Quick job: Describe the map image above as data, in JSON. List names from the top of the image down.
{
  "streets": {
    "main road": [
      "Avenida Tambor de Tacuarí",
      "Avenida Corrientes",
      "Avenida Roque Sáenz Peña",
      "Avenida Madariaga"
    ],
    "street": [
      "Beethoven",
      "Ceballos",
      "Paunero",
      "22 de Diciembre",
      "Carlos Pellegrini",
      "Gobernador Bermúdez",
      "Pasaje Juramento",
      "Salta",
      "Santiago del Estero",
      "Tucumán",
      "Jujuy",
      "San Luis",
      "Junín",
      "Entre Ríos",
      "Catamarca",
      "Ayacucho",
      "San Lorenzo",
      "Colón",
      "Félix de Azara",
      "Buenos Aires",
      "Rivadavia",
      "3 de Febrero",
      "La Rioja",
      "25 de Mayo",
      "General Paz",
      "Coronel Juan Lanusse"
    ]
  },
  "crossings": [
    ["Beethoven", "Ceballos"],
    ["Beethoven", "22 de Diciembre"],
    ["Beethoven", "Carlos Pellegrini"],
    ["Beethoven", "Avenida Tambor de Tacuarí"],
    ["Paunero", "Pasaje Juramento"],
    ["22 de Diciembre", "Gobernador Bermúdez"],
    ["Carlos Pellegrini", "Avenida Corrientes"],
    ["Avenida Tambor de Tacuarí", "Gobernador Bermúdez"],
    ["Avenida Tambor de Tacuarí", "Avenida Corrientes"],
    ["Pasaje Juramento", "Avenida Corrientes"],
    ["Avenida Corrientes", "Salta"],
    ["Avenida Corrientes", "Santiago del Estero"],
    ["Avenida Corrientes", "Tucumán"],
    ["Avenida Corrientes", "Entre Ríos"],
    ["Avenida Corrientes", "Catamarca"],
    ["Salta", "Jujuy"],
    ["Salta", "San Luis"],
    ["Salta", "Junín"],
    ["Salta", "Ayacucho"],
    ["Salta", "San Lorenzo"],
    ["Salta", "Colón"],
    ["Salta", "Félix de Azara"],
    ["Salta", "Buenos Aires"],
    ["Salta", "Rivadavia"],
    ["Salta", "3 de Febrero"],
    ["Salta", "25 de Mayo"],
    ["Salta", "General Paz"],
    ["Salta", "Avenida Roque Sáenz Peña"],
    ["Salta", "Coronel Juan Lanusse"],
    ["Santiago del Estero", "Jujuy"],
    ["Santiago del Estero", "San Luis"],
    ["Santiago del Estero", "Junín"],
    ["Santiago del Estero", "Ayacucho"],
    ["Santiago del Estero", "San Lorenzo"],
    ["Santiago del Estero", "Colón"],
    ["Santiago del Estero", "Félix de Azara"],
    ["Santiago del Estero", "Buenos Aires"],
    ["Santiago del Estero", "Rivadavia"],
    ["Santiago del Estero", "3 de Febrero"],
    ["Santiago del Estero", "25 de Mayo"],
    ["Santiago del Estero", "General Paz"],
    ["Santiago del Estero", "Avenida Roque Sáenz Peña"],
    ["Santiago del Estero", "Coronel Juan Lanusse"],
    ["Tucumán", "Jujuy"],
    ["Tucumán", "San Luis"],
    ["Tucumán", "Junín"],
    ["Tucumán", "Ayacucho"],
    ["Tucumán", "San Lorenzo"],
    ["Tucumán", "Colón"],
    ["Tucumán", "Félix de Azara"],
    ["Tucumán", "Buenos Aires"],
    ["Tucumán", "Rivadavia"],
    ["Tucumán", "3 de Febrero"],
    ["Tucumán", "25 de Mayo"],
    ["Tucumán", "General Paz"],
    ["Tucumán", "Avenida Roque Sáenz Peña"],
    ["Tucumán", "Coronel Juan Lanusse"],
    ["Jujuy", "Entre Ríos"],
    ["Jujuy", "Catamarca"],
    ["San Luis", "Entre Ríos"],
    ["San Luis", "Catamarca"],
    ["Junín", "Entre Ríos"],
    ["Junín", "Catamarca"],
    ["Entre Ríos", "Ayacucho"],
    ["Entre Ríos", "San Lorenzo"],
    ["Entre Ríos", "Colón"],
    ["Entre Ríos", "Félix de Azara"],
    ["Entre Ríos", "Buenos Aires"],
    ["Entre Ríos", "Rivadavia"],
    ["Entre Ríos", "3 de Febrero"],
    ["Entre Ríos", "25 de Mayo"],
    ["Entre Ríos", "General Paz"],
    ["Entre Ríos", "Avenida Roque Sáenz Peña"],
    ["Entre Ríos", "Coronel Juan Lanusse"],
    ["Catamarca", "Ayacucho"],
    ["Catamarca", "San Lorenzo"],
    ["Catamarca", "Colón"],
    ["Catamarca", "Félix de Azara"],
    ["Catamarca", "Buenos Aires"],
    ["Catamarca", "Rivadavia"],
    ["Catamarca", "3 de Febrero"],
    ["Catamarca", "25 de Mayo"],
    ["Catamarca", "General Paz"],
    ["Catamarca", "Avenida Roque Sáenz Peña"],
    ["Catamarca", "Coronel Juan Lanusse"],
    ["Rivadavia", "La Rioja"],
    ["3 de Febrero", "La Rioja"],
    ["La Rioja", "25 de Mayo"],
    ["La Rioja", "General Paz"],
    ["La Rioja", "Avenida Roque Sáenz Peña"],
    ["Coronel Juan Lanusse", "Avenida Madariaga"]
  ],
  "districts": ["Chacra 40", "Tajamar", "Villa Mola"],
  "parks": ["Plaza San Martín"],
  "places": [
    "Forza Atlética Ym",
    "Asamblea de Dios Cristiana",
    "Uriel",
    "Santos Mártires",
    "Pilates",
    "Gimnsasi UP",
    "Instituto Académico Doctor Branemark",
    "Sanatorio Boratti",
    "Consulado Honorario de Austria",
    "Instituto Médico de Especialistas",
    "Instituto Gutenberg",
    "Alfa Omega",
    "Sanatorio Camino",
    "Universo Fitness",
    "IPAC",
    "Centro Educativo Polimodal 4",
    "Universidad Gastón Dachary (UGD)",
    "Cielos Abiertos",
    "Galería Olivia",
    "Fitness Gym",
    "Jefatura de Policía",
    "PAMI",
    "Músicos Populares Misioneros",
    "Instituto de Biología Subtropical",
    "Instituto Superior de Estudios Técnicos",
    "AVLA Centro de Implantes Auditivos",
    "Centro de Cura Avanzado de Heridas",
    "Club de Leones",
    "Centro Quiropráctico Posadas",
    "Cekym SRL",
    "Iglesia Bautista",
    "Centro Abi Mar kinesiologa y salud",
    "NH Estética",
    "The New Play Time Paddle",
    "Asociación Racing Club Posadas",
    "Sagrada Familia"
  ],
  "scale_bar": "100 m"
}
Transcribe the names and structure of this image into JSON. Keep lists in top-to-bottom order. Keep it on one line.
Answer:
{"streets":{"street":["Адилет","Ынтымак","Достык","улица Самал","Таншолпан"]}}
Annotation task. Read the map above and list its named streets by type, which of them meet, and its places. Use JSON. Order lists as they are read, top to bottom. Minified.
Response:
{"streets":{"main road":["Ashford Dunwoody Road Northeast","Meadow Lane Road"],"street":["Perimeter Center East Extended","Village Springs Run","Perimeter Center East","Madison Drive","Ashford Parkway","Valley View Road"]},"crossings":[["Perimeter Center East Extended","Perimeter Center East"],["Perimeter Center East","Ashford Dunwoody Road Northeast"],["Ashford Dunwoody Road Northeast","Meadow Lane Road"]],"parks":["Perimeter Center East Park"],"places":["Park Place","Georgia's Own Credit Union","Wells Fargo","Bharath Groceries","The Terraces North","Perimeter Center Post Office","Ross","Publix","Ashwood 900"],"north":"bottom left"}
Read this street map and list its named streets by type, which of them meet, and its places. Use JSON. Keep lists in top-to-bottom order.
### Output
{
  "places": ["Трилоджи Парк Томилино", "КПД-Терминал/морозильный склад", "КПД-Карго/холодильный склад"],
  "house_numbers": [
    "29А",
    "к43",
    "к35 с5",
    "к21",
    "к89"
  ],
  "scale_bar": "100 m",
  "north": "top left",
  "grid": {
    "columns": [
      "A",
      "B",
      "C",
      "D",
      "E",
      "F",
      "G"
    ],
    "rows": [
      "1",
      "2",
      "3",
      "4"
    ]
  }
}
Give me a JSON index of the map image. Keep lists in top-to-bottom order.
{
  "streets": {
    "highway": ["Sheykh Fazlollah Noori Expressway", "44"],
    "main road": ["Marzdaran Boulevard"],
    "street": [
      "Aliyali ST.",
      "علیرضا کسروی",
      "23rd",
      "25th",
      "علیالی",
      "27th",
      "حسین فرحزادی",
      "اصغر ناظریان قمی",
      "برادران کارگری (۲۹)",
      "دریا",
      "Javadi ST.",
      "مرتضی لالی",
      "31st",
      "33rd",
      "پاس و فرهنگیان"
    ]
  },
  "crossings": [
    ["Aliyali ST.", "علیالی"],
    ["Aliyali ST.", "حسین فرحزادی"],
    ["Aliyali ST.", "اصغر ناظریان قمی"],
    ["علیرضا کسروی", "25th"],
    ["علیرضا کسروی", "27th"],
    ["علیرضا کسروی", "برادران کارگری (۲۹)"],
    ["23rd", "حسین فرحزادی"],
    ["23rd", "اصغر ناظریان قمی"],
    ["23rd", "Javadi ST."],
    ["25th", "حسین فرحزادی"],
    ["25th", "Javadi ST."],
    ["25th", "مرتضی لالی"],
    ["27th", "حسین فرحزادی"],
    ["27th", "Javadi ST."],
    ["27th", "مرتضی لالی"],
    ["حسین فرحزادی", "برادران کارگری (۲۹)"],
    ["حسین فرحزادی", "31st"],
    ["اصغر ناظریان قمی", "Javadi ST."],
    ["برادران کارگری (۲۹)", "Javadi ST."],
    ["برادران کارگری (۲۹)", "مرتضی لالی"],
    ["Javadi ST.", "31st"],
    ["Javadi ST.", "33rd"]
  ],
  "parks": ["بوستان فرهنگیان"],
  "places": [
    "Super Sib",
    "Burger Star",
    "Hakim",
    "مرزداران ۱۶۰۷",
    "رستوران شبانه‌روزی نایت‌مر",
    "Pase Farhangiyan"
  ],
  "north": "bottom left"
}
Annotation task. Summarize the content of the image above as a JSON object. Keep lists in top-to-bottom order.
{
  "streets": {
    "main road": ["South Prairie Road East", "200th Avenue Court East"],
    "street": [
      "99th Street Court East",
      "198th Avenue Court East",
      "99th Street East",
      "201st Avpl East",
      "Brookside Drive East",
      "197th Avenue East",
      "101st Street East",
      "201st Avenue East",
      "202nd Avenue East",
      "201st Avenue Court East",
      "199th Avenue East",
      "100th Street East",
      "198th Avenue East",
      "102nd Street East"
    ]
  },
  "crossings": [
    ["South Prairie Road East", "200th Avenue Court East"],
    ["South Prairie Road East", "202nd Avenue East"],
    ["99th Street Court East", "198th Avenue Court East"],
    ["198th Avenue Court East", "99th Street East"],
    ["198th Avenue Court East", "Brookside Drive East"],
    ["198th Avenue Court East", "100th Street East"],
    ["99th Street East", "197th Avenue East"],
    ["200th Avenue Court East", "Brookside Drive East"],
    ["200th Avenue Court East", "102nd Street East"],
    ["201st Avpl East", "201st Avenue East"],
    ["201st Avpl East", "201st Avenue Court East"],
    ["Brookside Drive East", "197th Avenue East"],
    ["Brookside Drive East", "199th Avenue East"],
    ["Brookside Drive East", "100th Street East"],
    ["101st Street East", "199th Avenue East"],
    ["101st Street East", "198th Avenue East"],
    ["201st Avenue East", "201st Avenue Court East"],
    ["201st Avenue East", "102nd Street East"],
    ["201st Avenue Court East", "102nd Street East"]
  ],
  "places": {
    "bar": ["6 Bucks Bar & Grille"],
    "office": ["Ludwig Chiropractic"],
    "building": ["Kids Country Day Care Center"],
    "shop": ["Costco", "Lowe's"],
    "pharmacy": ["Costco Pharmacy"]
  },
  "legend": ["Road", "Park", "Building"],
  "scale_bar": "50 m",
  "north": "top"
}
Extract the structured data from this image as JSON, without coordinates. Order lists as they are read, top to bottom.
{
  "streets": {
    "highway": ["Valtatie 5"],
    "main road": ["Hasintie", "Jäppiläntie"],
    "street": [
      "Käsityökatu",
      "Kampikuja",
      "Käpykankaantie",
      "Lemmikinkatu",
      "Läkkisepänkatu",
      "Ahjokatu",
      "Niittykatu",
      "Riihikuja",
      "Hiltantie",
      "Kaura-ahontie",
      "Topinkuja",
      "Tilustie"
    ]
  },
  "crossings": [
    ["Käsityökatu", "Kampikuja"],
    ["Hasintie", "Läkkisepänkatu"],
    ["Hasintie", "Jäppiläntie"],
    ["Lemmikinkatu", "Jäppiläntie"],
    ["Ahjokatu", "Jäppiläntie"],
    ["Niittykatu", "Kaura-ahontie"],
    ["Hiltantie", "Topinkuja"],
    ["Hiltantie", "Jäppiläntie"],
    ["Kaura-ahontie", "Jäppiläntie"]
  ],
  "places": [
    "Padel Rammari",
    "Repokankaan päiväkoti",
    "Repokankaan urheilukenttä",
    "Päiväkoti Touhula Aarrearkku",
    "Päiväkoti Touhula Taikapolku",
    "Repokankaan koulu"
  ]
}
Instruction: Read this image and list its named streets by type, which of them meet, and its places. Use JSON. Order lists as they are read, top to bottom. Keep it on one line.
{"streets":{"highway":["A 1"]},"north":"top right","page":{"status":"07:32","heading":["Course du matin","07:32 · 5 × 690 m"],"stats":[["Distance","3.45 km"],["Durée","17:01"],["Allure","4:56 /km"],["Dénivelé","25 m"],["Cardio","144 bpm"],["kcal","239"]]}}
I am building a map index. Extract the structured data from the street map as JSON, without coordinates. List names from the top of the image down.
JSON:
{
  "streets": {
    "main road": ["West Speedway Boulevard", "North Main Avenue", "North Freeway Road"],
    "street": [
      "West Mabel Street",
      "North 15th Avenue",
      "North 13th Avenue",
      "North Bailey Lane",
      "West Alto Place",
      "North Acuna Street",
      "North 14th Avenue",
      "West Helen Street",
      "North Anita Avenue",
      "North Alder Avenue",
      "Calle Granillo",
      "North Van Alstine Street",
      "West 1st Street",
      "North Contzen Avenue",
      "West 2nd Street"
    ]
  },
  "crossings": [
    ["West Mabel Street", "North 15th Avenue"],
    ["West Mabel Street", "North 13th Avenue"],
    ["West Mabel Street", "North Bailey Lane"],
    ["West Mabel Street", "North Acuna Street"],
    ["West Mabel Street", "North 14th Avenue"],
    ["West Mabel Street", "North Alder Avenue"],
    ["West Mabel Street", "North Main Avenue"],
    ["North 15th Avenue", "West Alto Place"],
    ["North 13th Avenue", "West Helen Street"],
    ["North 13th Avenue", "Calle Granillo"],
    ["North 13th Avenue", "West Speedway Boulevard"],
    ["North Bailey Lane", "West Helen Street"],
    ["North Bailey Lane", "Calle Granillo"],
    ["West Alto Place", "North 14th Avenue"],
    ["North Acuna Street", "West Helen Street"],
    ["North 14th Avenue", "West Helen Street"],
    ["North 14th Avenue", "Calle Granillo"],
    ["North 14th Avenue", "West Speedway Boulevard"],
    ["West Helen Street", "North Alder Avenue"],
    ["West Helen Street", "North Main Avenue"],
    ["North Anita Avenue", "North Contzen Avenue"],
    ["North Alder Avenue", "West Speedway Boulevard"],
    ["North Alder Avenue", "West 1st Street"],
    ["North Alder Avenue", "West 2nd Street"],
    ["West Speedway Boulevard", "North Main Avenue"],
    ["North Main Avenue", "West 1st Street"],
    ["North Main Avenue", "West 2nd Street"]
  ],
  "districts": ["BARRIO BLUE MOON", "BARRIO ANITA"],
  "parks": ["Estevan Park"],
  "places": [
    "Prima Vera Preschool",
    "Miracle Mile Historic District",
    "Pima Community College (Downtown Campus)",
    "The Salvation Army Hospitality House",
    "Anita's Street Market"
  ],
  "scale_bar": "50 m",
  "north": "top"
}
--- --- ---
— Task requirements —
Say how many lines of the records include the word "Sanatorio", and give nothing but the number.

— Task result —
2